Fadli Zon Sebut Aplikasi Azan dan Salat Curi Data Kebanyakan Produk Luar Negeri

·Bacaan 1 menit

Merdeka.com - Merdeka.com - Anggota Komisi I DPR RI Fadli Zon meyakini aplikasi azan dan salat jika dikembangkan oleh pengembang dalam negeri akan lebih aman. Fadli mengatakan, aplikasi azan dan salat di gadget yang melakukan pencurian data kebanyakan dari luar negeri.

"Sebenarnya yang paling harusnya kita kembangkan adalah aplikasi dari dalam negeri.
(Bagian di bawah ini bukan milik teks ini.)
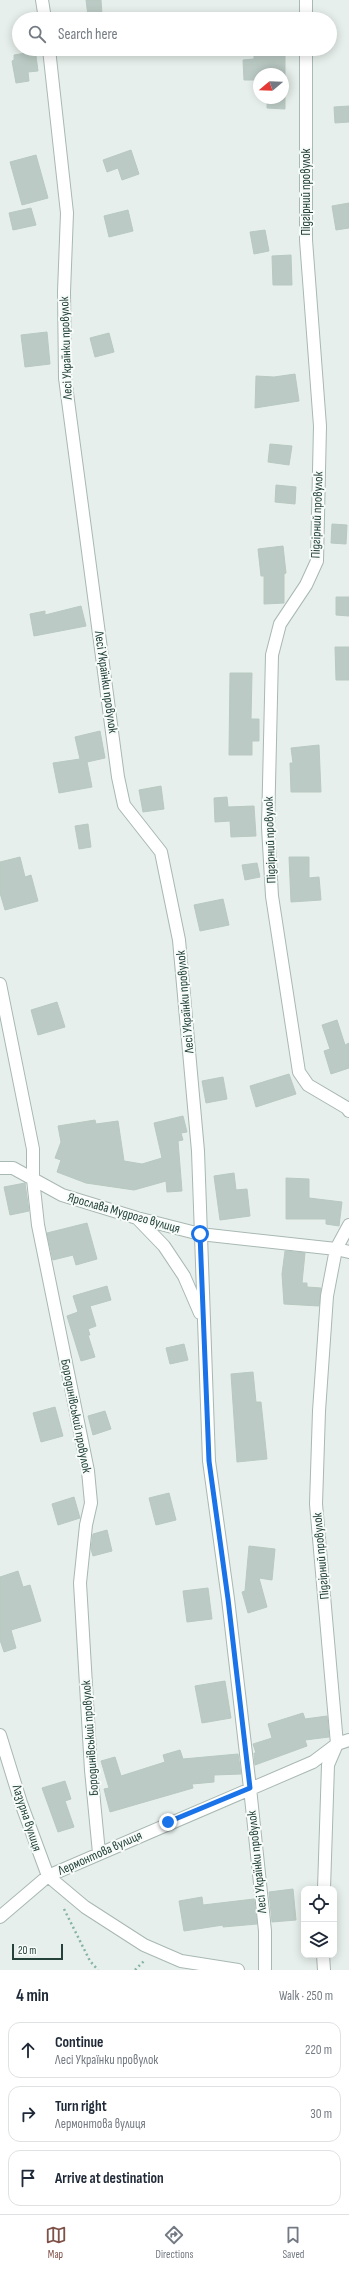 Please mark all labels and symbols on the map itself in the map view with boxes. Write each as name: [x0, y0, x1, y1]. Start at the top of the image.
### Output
north arrow: [253, 68, 289, 104]
street label: Підгірний провулок: [298, 148, 314, 235]
street label: Лесі Українки провулок: [56, 296, 76, 401]
street label: Підгірний провулок: [307, 471, 327, 559]
street label: Лесі Українки провулок: [91, 629, 121, 734]
street label: Підгірний провулок: [260, 796, 280, 884]
street label: Лесі Українки провулок: [173, 950, 198, 1055]
street label: Ярослава Мудрого вулиця: [66, 1189, 182, 1237]
route start: [191, 1225, 209, 1243]
street label: Бородинівський провулок: [57, 1358, 95, 1474]
street label: Підгірний провулок: [309, 1512, 333, 1600]
street label: Бородинівський провулок: [78, 1680, 102, 1796]
street label: Лазурна вулиця: [8, 1782, 45, 1853]
street label: Лесі Українки провулок: [244, 1810, 270, 1915]
route end: [159, 1813, 177, 1831]
street label: Лермонтова вулиця: [54, 1827, 145, 1879]
scale bar: [12, 1942, 63, 1961] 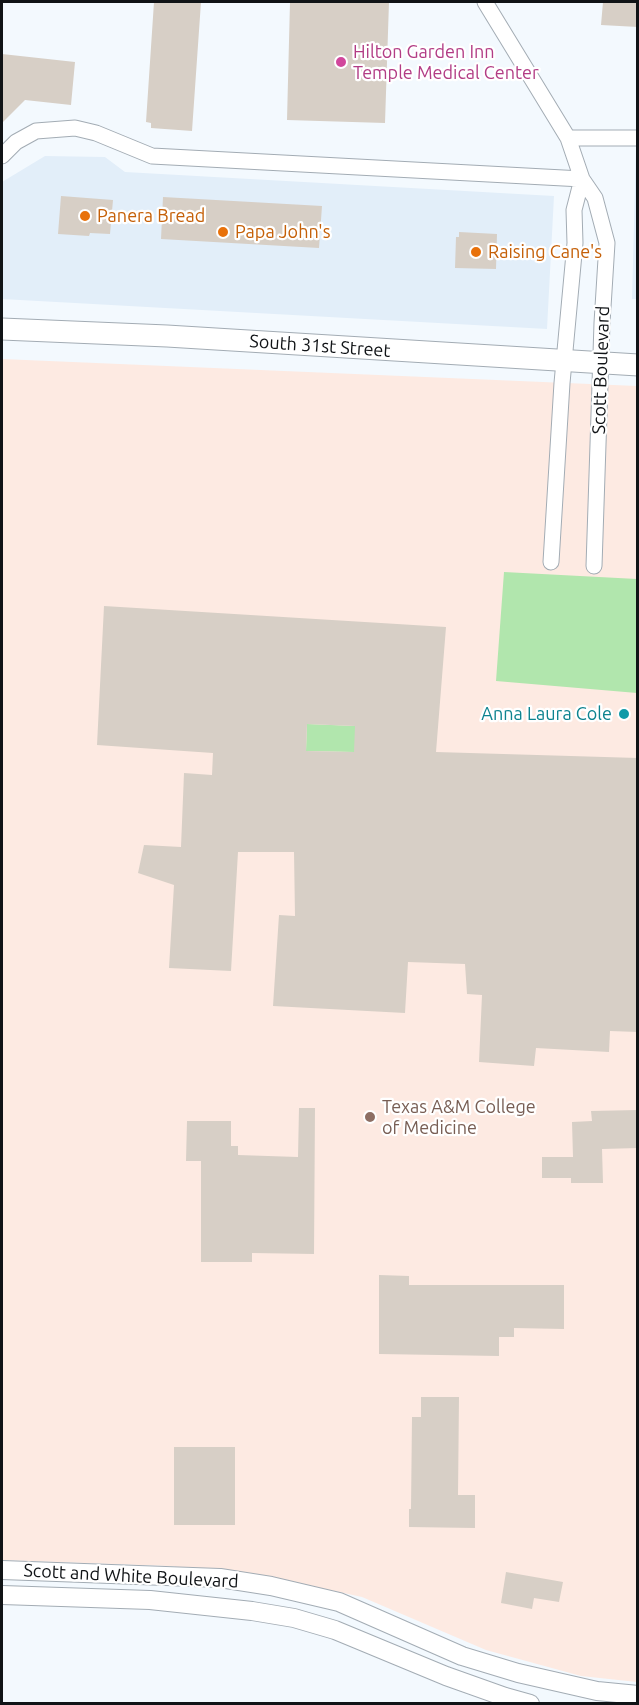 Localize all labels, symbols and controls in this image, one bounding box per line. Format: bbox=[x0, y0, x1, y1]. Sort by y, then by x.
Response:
place label: Hilton Garden Inn Temple Medical Center bbox=[353, 41, 539, 84]
marker: Hilton Garden Inn Temple Medical Center bbox=[334, 55, 348, 69]
place label: Panera Bread bbox=[97, 205, 205, 227]
marker: Panera Bread bbox=[78, 209, 92, 223]
place label: Papa John's bbox=[235, 221, 330, 243]
marker: Papa John's bbox=[216, 225, 230, 239]
place label: Raising Cane's bbox=[488, 241, 602, 263]
marker: Raising Cane's bbox=[469, 245, 483, 259]
street label: Scott Boulevard bbox=[588, 305, 614, 435]
street label: South 31st Street bbox=[249, 330, 391, 362]
place label: Anna Laura Cole bbox=[481, 703, 612, 725]
marker: Anna Laura Cole bbox=[617, 707, 631, 721]
place label: Texas A&M College of Medicine bbox=[382, 1096, 536, 1138]
marker: Texas A&M College of Medicine bbox=[363, 1110, 377, 1124]
street label: Scott and White Boulevard bbox=[23, 1560, 239, 1592] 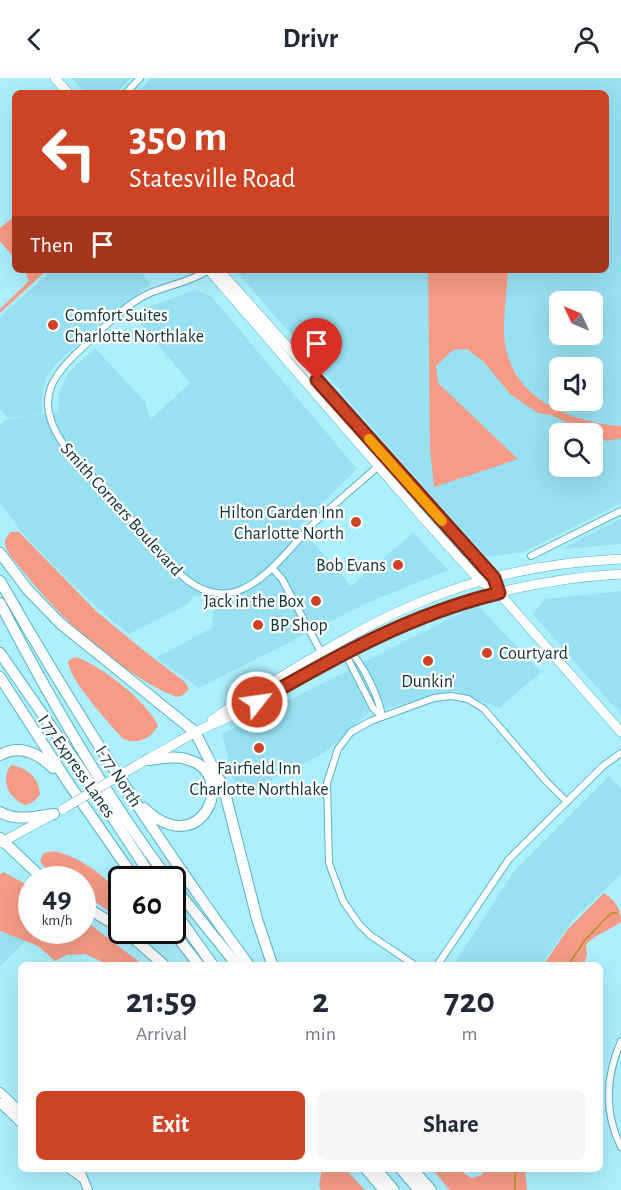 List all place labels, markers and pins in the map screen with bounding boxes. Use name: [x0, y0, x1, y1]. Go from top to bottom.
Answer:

Ini kan kebanyakan aplikasi dari luar," ujar Fadli di Kompleks Parlemen, Senayan, Jakarta, Kamis (21/4).

Fadli menuturkan, aplikasi azan dan salat memang diperlukan oleh umat muslim. Sehingga rawan untuk disusupi sebagai aplikasi pencurian data.

Maka itu, politikus Gerindra ini mendorong anak bangsa dapat mengembangkan aplikasi tersebut. Dia yakin akan lebih aman.

"Harusnya aplikasi dari anak bangsalah. Dan itu saya yakin keamanannya mestinya bisa lebih protektif gitu," kata Fadli.

Mantan Wakil Ketua DPR ini mendorong RUU Perlindungan Data Pribadi (PDP) dapat segera diselesaikan. Fadli yakin aturan ini dapat melindungi data pribadi masyarakat.

"Dengan adanya UU ini lebih memungkinkan kita untuk melindungi data-data pribadi dari pencurian, hacking, dan penyalahgunaan data lainnya," pungkasnya.

Sebelumnya, masyarakat diminta lebih berhati-hati dalam memilih aplikasi yang akan diinstal dalam gadget. Teranyar, adalah aplikasi azan dan salat yang kedapatan bisa mencuri data pribadi pengguna.

Hingga saat ini ada 10 juta pengguna yang telah mengunduhnya. Demikian informasi itu dikeluarkan oleh Polda Metro Jaya melalui akun resmi Subdit Siber Ditreskrimsus Polda Metro Jaya.

"Waspada aplikasi salat dan azan pencuri data. Beredar di Play Store diunduh 10 juta pengguna," demikian peringatan akun @siberpoldametrojaya seperti dikutip merdeka.com, Rabu (20/4). [eko]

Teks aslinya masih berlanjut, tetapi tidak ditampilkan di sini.